基金Supported by Key Technology Research and Development Program of the Tenthfive-year plan (2001BA610A-09), the NationalNatural Science Foundation of China (No. 50478040) and 863 Hi-Technology Research and Development Program of China(No.2004AA601020)
文摘A lab-scale anaerobic-anoxic-oxic (A2O) process used to treat a synthetic brewage wastewater was investigated. The objectives of the study were to identify the existence of denitrifying phosphorus removing bacteria (DPB), evaluate the contribution of DPB to biological nutrient removal and enhance the denitrifying phosphorus removal in A2O bioreactors. Sludge analysis confirmed that the average anoxic P uptake accounted for approximately 70% the total amount of P uptake, and the ratio of anoxic P uptake rate to aerobic P uptake rate was 69%. In addition, nitrate concentration in the anoxic phase and different organic substrate introduced into the anaerobic phase had significant effect on the anoxic P uptake.
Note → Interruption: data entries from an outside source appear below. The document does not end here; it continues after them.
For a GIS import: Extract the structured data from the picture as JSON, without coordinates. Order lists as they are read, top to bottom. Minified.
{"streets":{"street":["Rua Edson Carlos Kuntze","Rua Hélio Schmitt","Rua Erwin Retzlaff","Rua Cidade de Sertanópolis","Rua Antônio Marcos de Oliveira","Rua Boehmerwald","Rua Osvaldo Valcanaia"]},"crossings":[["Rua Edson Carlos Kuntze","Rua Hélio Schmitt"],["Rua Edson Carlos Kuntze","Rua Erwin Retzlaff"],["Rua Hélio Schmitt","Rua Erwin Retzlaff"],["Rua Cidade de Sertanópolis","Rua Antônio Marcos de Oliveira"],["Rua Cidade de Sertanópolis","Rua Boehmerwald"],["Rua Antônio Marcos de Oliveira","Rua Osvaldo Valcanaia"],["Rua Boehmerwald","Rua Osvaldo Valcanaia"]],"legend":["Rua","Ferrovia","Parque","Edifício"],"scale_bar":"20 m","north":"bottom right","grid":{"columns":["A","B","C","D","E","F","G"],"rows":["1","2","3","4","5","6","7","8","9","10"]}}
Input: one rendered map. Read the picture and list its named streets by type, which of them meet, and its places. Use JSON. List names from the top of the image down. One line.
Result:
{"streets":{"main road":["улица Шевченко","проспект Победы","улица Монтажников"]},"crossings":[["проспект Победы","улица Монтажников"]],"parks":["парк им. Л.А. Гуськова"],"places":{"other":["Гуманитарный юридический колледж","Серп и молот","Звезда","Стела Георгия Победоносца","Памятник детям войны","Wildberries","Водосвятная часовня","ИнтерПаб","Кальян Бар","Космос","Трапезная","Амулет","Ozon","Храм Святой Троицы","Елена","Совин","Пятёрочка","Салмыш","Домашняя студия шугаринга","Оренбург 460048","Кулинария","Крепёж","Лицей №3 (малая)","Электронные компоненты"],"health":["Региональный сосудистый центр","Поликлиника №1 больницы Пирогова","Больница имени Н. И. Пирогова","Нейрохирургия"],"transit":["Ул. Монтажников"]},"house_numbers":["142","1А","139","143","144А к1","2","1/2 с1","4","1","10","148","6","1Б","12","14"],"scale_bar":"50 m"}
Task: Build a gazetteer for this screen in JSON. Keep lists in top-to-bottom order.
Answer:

Compared with conventional A2O processes, good removal efficiencies of COD, phosphorus, ammonia and total nitrogen (92.3%, 95.5%, 96% and 79.5%, respectively) could be achieved in the anoxic P uptake system, and aeration energy consumption was saved 25%. By controlling the nitrate recirculation flow in the anoxic zone, anoxic P uptake could be enhanced, which solved the competition for organic substrates among poly-P organisms and denitrifiers successfully under the COD limiting conditions. Therefore, in wastewater treatment plants the control system should be applied according to the practical situation to optimize the operation.